Por SANTIAGO CHELALA - La importación de bienes de capital, uno de los rubros que el Gobierno toma como signo de la vitalidad del proceso de inversión, no es tan extraordinaria como parece.
Cerca del 18% de los productos que ingresa bajo este concepto pertenece al rubro "Telefonía", del cual gran parte se explica por la importación de teléfonos y bienes vinculados a la instalación de nuevas redes celulares.
Si bien los celulares son en muchos casos usados como bien de capital (por ejemplo, un taxista con red propia de clientes), la misma publicidad de las compañías indica que el espectacular crecimiento del negocio es un fenómeno de consumo. "Acordate de tu mamá, no de la mía", dicen Héctor Baldassi y Angel Sanchez, dos conocidos árbitros de fútbol, desde afiches en la vía pública, instando a comprar dos celulares por el precio de uno.
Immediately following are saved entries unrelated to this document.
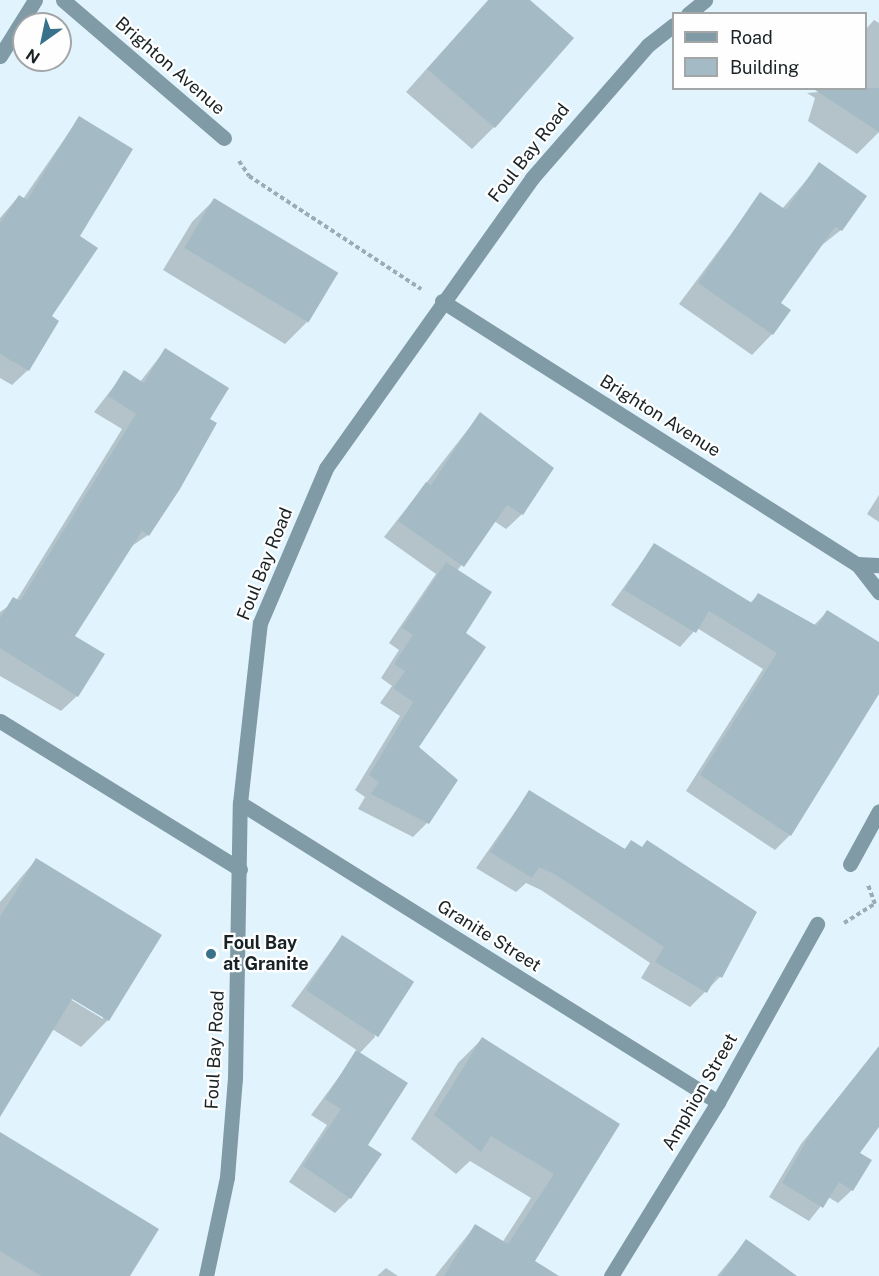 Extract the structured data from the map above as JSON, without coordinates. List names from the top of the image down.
{
  "streets": {
    "street": [
      "Brighton Avenue",
      "Foul Bay Road",
      "Granite Street",
      "Amphion Street"
    ]
  },
  "crossings": [
    ["Brighton Avenue", "Foul Bay Road"],
    ["Foul Bay Road", "Granite Street"],
    ["Granite Street", "Amphion Street"]
  ],
  "places": ["Foul Bay at Granite"],
  "legend": ["Road", "Building"],
  "north": "bottom left"
} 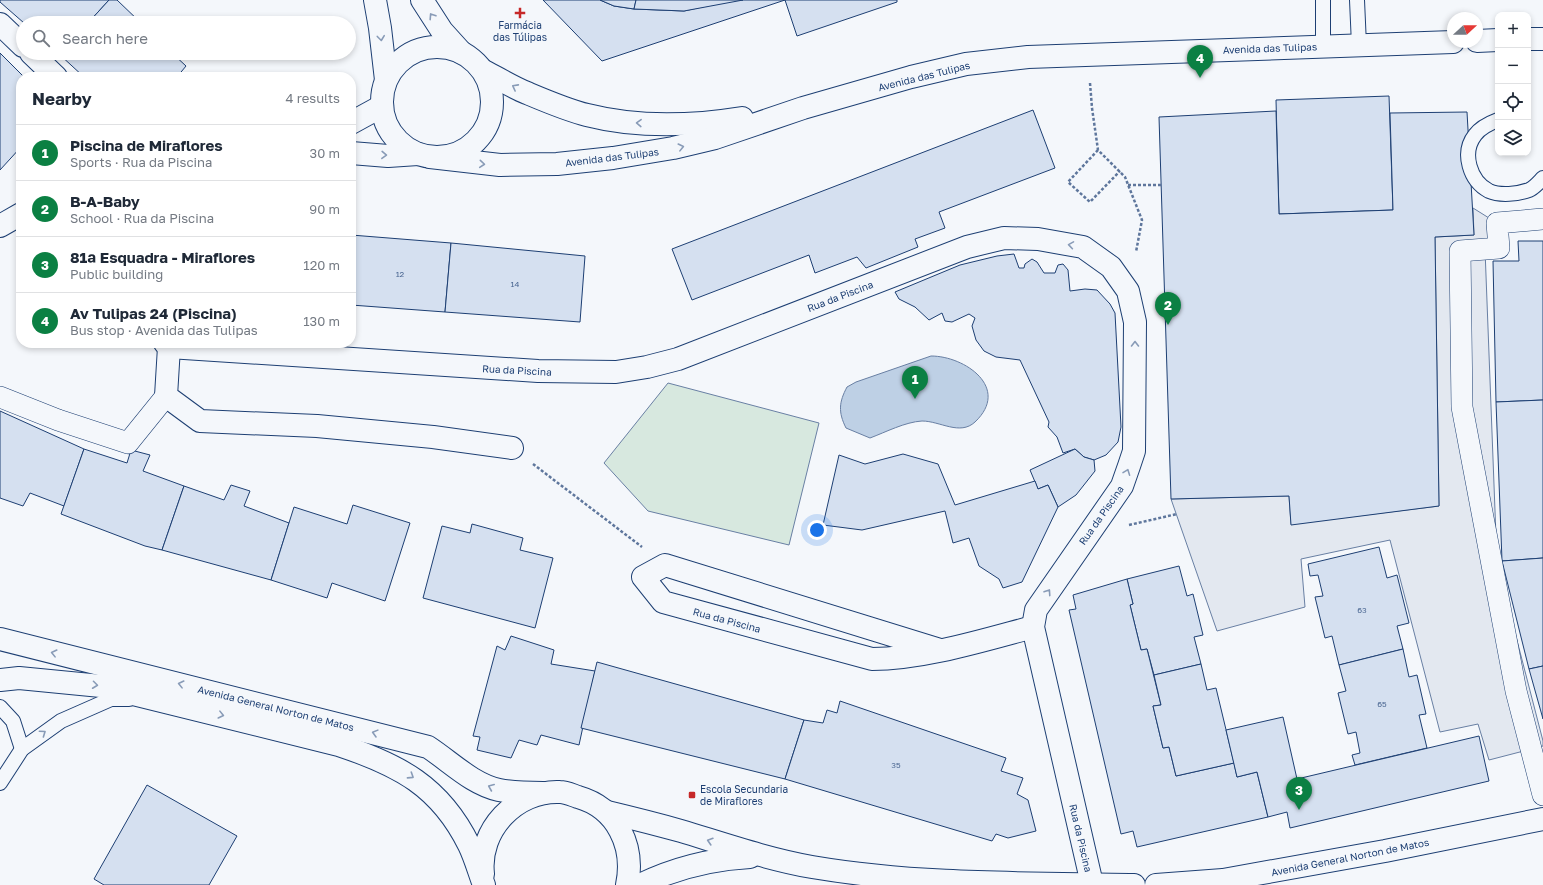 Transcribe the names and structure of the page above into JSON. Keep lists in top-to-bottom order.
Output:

Sucede que las empresas concentraron su crecimiento en el rubro de telefonía móvil (desregulado) antes que en el de telefonía fija (regulado). Este año, no sólo el número de líneas celulares superó al de fijas, sino que ya lo supera en 30%. Las estadísticas del Indec muestran, además, que entre el primer trimestre del 2003 y agosto pasado el índice de consumo general de servicios, excluido telefonía, aumentó 8% (incluida una caída de 3% en Transporte de Carga), mientras que el de telefonía lo hizo 42%.
El espejo comercial
El comercio exterior refleja ese fenómeno. En los ocho primeros meses del año la importación de bienes de capital alcanzó los niveles de 2001, anteriores a la crisis. El total importado ascendió a u$s 2.756 millones, apenas 10 millones menos que hace tres años. Pero mientras que en 2001 el rubro telefonía explicaba 7,5% de la importación de Bienes de Capital, en 2004 la proporción es de 18%.
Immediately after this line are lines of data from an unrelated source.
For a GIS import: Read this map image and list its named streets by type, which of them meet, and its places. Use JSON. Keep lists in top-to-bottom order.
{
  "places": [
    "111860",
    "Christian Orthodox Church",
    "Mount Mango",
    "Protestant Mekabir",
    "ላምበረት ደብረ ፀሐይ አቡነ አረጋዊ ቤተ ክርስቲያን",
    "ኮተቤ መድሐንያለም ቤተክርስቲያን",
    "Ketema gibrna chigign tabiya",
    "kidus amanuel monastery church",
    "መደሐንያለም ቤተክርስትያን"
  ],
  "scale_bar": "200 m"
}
La importación de bienes vinculados al rubro telefonía se desplomó de u$s 208 millones en 2001 a u$s 21,5 millones en 2002 (una caída de 90%), saltó a poco más de u$s 50 millones en 2003 y aumentó un abrumador 886% en lo que va de 2004, con casi
u$s 500 millones de compras entre enero y agosto. En términos de crecimiento, le siguen la importación de niveladoras y explanadoras (882%) y la de topadoras (698%), por el boom de la construcción.
Alejo Espora, economista del Centro de Estudios para la Producción (CEP), sostuvo que la extraordinaria compra de bienes vinculados a las comunicaciones tiene como origen la instalación de nuevas redes de tecnología de celulares, que permiten la transmisión de datos y el acceso a Internet a través de teléfonos celulares.
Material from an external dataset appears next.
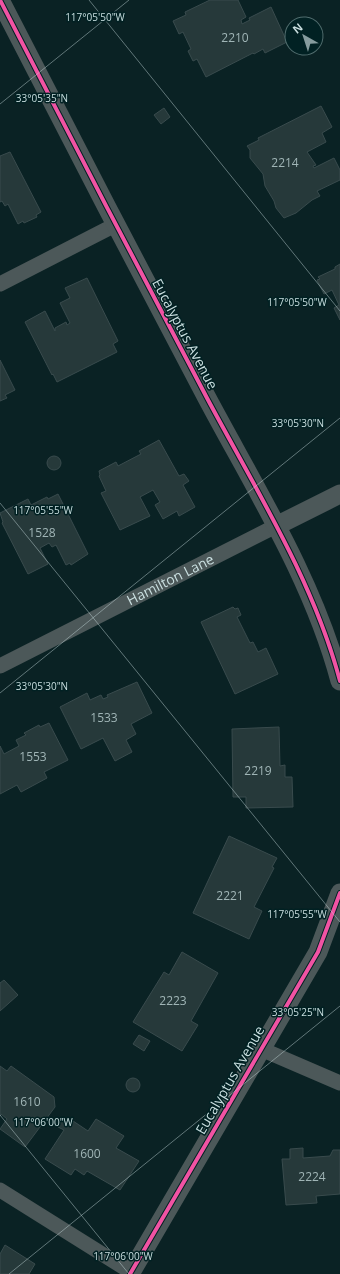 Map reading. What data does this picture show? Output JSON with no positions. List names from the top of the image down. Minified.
{"streets":{"street":["Eucalyptus Avenue","Hamilton Lane"]},"crossings":[["Eucalyptus Avenue","Hamilton Lane"]],"house_numbers":["2210","2214","1528","1533","1553","2219","2221","2223","1610","1600","2224"],"north":"top left","coordinates":["117°05'50\"W","33°05'35\"N","33°05'30\"N","117°05'55\"W","33°05'25\"N","117°06'00\"W"]} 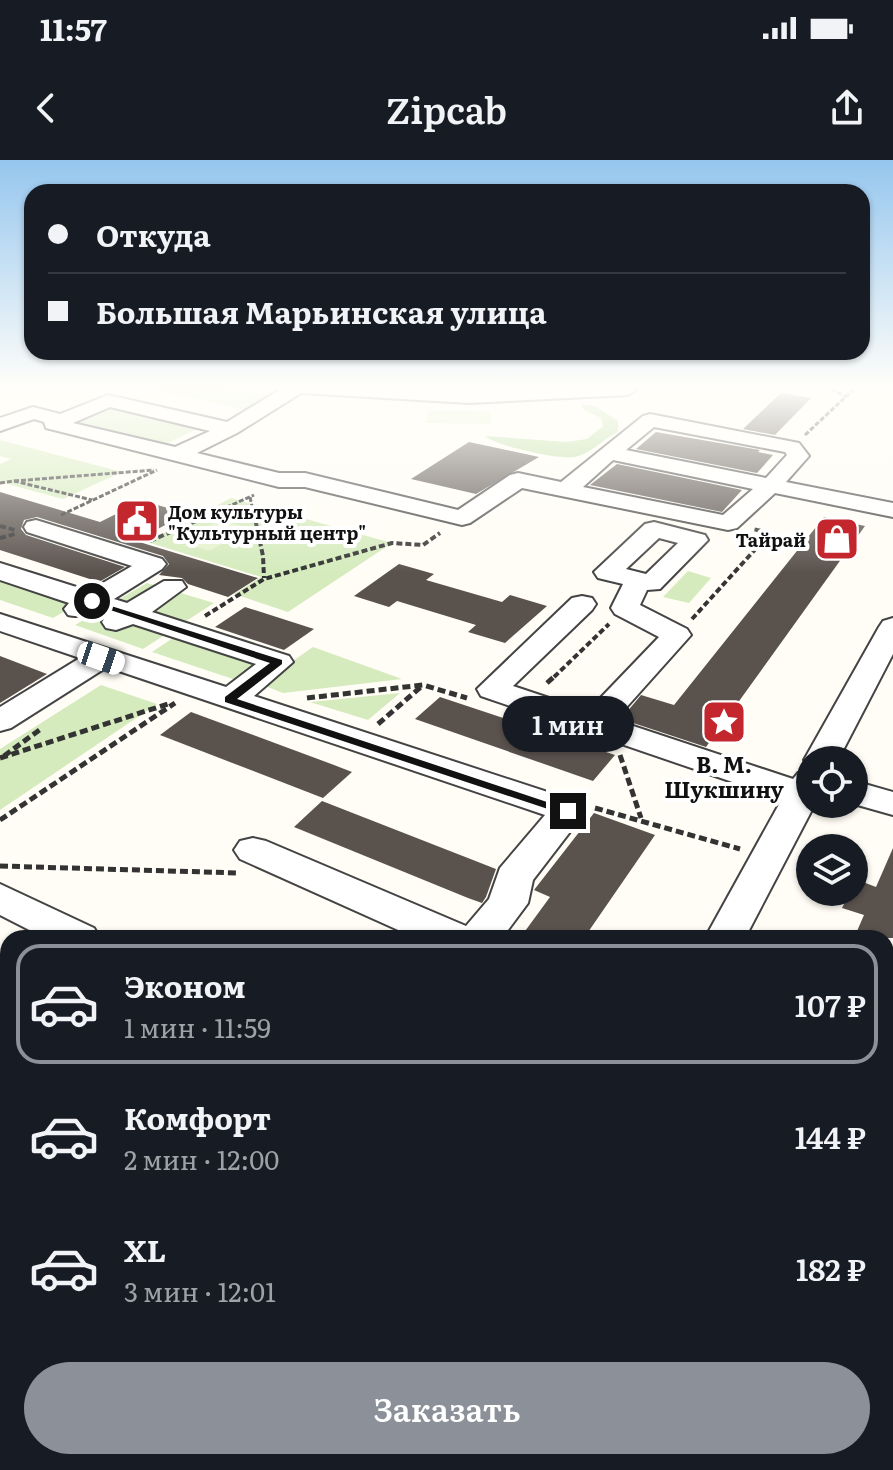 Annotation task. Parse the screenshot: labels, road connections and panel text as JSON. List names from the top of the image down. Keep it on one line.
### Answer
{"places":{"public building":["Дом культуры \"Культурный центр\""],"shop":["Тайрай"],"place":["В. М. Шукшину"]},"page":{"status":"11:57","header":"Zipcab","banner":["Откуда","Большая Марьинская улица"],"bubble":"1 мин","list":[{"name":"Эконом","note":"1 мин · 11:59","value":"107 ₽"},{"name":"Комфорт","note":"2 мин · 12:00","value":"144 ₽"},{"name":"XL","note":"3 мин · 12:01","value":"182 ₽"}],"buttons":"Заказать"}}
Estos desarrollos contribuyen a aumentar la productividad general (y, por ende, la tasa de crecimiento) de la economía, pero su efecto lleva tiempo en sentirse y su alcance es más acotado que el de otros rubros más fuerte o inequívocamente identificados con la producción de bienes y servicios. Además, la instalación de redes se hace por única vez, por lo que difícilmente este nivel de importación se mantenga.
A esto se agrega un problema conceptual. Para algunos especialistas, es correcto considerar a los celulares como un servicio y a la tecnología e infraestructura en que se apoyan como inversión productiva. Pero hay quienes piensan que considerar los celulares como bienes de capital es un exceso.
"La importación de nuevos equipos es un poco de las dos cosas, pero se da en un contexto en el que la demanda aumenta, y las firmas hacen la inversión porque creen que habrá respuesta del público", sostuvo Espora, para quien, con o sin celulares, hay una muy buena recuperación. En el período enero-agosto de este año la importación de bienes de capital aumentó un espectacular 145%, y si se excluye el rubro telefonía, el aumento es todavía un importante 110%.